Im Zusammenhang mit den "am meisten beunruhigenden Fragen" hinsichtlich des Atomprogramms der Islamischen Republik war sich Kerry nicht zu schade, jenen sagenumwobenen Laptop zu erwähnen, der früher angeblich einem iranischen Ingenieur gehörte und der seit 2004 im Besitz der CIA sein soll. Auf dem Laptop sollen sich 18 Dokumente zur technischen Frage der Funktionsweise eines Atomsprengkopfes befinden. Die Iraner bestreiten, jemals solche Dokumente besessen zu haben, während die USA ihnen einen Blick in die Unterlagen aus Gründen der "nationalen Sicherheit" verweigern. Nach Einschätzung von unabhängigen Experten wie dem Historiker Gareth Porter und dem Atomexperten Gordon Prather läßt die Tatsache, daß die Dokumente auf Englisch und nicht auf Farsi verfaßt sind, den Verdacht zu, daß der Laptop vom israelischen Auslandsgeheimdienst Mossad stammt. Jedenfalls zitierte Ha'aretz Kerry hierzu mit folgendem, schier unglaublichen Satz:

Unter den Tausenden von Dokumentenseiten auf diesem Computer befinden sich laut Presseberichten welche, die Blaupausen für einen Atomsprengkopf und Entwürfe für Raketen, um ihn zu transportieren, zu zeigen scheinen.

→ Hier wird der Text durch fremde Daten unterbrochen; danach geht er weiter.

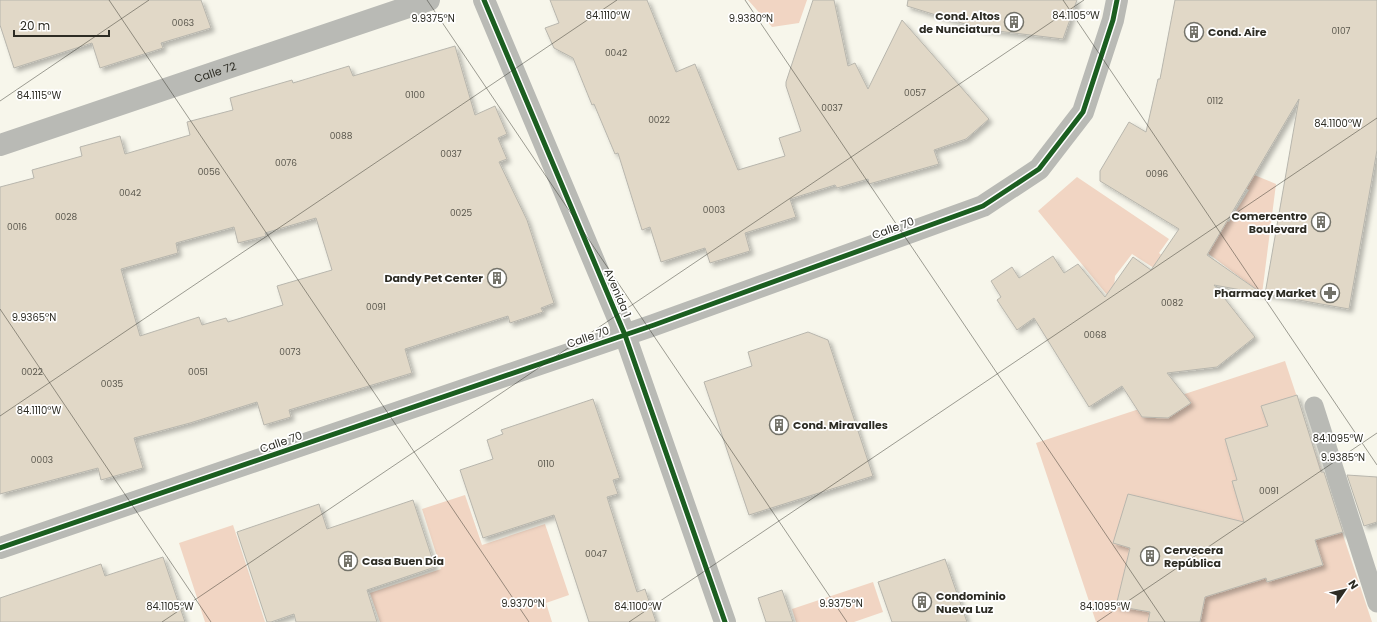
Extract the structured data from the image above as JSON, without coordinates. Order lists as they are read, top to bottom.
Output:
{
  "streets": {
    "street": ["Calle 72", "Calle 70", "Avenida 1"]
  },
  "crossings": [
    ["Calle 70", "Avenida 1"]
  ],
  "places": {
    "building": [
      "Cond. Altos de Nunciatura",
      "Cond. Aire",
      "Comercentro Boulevard",
      "Dandy Pet Center",
      "Cond. Miravalles",
      "Cervecera República",
      "Casa Buen Día",
      "Condominio Nueva Luz"
    ],
    "pharmacy": ["Pharmacy Market"]
  },
  "house_numbers": [
    "0063",
    "0107",
    "0042",
    "0057",
    "0100",
    "0112",
    "0037",
    "0022",
    "0088",
    "0037",
    "0076",
    "0056",
    "0096",
    "0042",
    "0003",
    "0025",
    "0028",
    "0016",
    "0082",
    "0091",
    "0068",
    "0073",
    "0022",
    "0051",
    "0035",
    "0003",
    "0110",
    "0091",
    "0047"
  ],
  "scale_bar": "20 m",
  "north": "top right",
  "coordinates": [
    "84.1110°W",
    "84.1105°W",
    "9.9375°N",
    "9.9380°N",
    "84.1115°W",
    "84.1100°W",
    "9.9365°N",
    "84.1095°W",
    "9.9385°N",
    "9.9370°N"
  ]
}
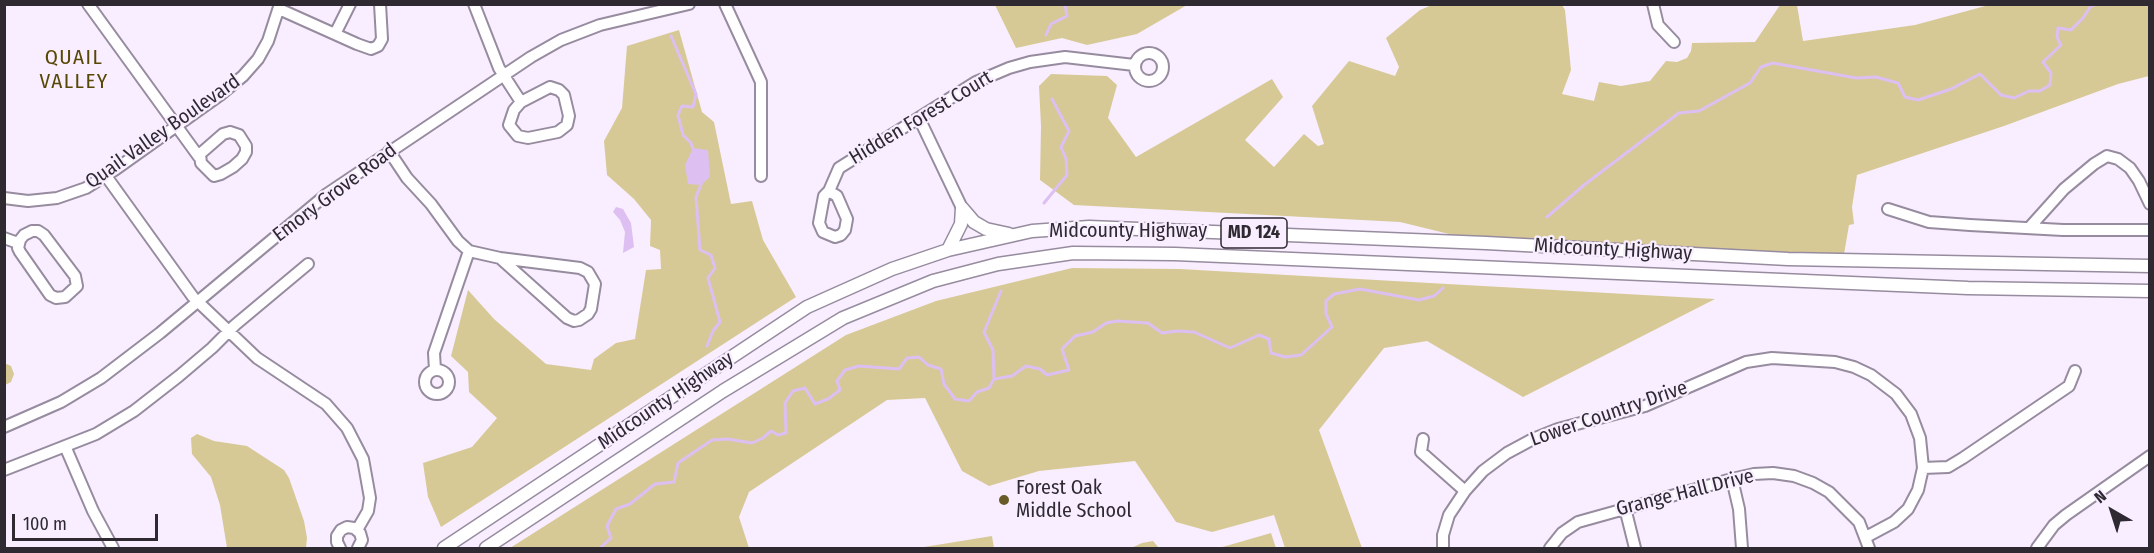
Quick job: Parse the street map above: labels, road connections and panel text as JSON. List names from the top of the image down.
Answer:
{
  "streets": {
    "main road": ["Midcounty Highway", "MD 124"],
    "street": [
      "Hidden Forest Court",
      "Quail Valley Boulevard",
      "Emory Grove Road",
      "Lower Country Drive",
      "Grange Hall Drive"
    ]
  },
  "crossings": [
    ["Lower Country Drive", "Grange Hall Drive"]
  ],
  "districts": ["QUAIL VALLEY"],
  "places": ["Forest Oak Middle School"],
  "scale_bar": "100 m",
  "north": "top left"
}
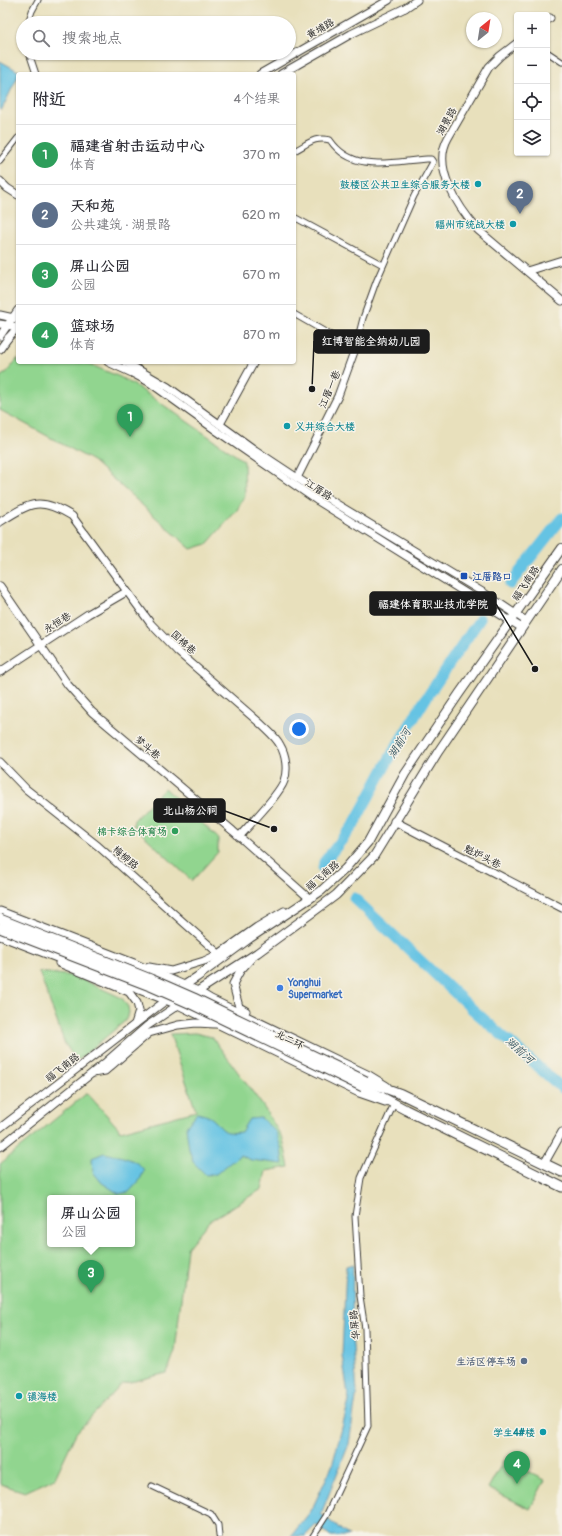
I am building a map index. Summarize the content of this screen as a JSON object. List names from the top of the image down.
{
  "streets": {
    "highway": ["北二环"],
    "main road": [
      "黄埔路",
      "湖景路",
      "江厝一巷",
      "江厝路",
      "福飞南路",
      "永恒巷",
      "国棉巷",
      "梦斗巷",
      "魁炉头巷",
      "梅柳路"
    ],
    "street": ["华屏路"]
  },
  "crossings": [
    ["江厝一巷", "江厝路"],
    ["江厝路", "福飞南路"],
    ["福飞南路", "梦斗巷"],
    ["永恒巷", "国棉巷"],
    ["永恒巷", "梦斗巷"],
    ["国棉巷", "梦斗巷"]
  ],
  "water": ["湖前河"],
  "places": {
    "other": [
      "鼓楼区公共卫生综合服务大楼",
      "福州市统战大楼",
      "红博智能全纳幼儿园",
      "义井综合大楼",
      "福建体育职业技术学院",
      "北山杨公祠",
      "棉卡综合体育场",
      "Yonghui Supermarket",
      "生活区停车场",
      "镇海楼",
      "学生4#楼"
    ],
    "transit": ["江厝路口"]
  },
  "north": "top right",
  "page": {
    "map_buttons": ["+", "−"],
    "search": "搜索地点",
    "heading": ["附近", "4个结果"],
    "list": [
      {
        "mark": "1",
        "name": "福建省射击运动中心",
        "note": "体育",
        "value": "370 m"
      },
      {
        "mark": "2",
        "name": "天和苑",
        "note": "公共建筑 · 湖景路",
        "value": "620 m"
      },
      {
        "mark": "3",
        "name": "屏山公园",
        "note": "公园",
        "value": "670 m"
      },
      {
        "mark": "4",
        "name": "篮球场",
        "note": "体育",
        "value": "870 m"
      }
    ],
    "pins": [
      "2",
      "1",
      "3",
      "4"
    ],
    "popup": ["屏山公园", "公园"]
  }
}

Gerade die Formulierungen "laut Presseberichten" und "zu zeigen scheinen" geben zu erkennen, daß man es hier mit billiger Polemik, statt mit Fakten zu tun hat. Als Vorsitzender des außenpolitischen Ausschusses des Senats genießt Kerry Zugang zu den am strengsten geheimgehaltenen Regierungsdokumenten. Wenn er wollte, hätte er besagte Textdateien auf dem "iranischen" Laptop längst lesen können. Vielleicht hat er es schon getan und auch erkannt, daß diese als Propagandamaterial zu leicht erkennbar sind und deshalb unter Dauerverschluß gehalten werden müssen. Die Vorstellung, daß Kerry, der seit Jahren zur außenpolitischen Elite in Washington gehört, sein Wissen zu diesem hochbrisanten Thema aus denselben Zeitungen gewinnt, die Hans und Franz lesen können, ist mehr als abwegig. Allein die Suggestion läßt auf unlautere Motive schließen.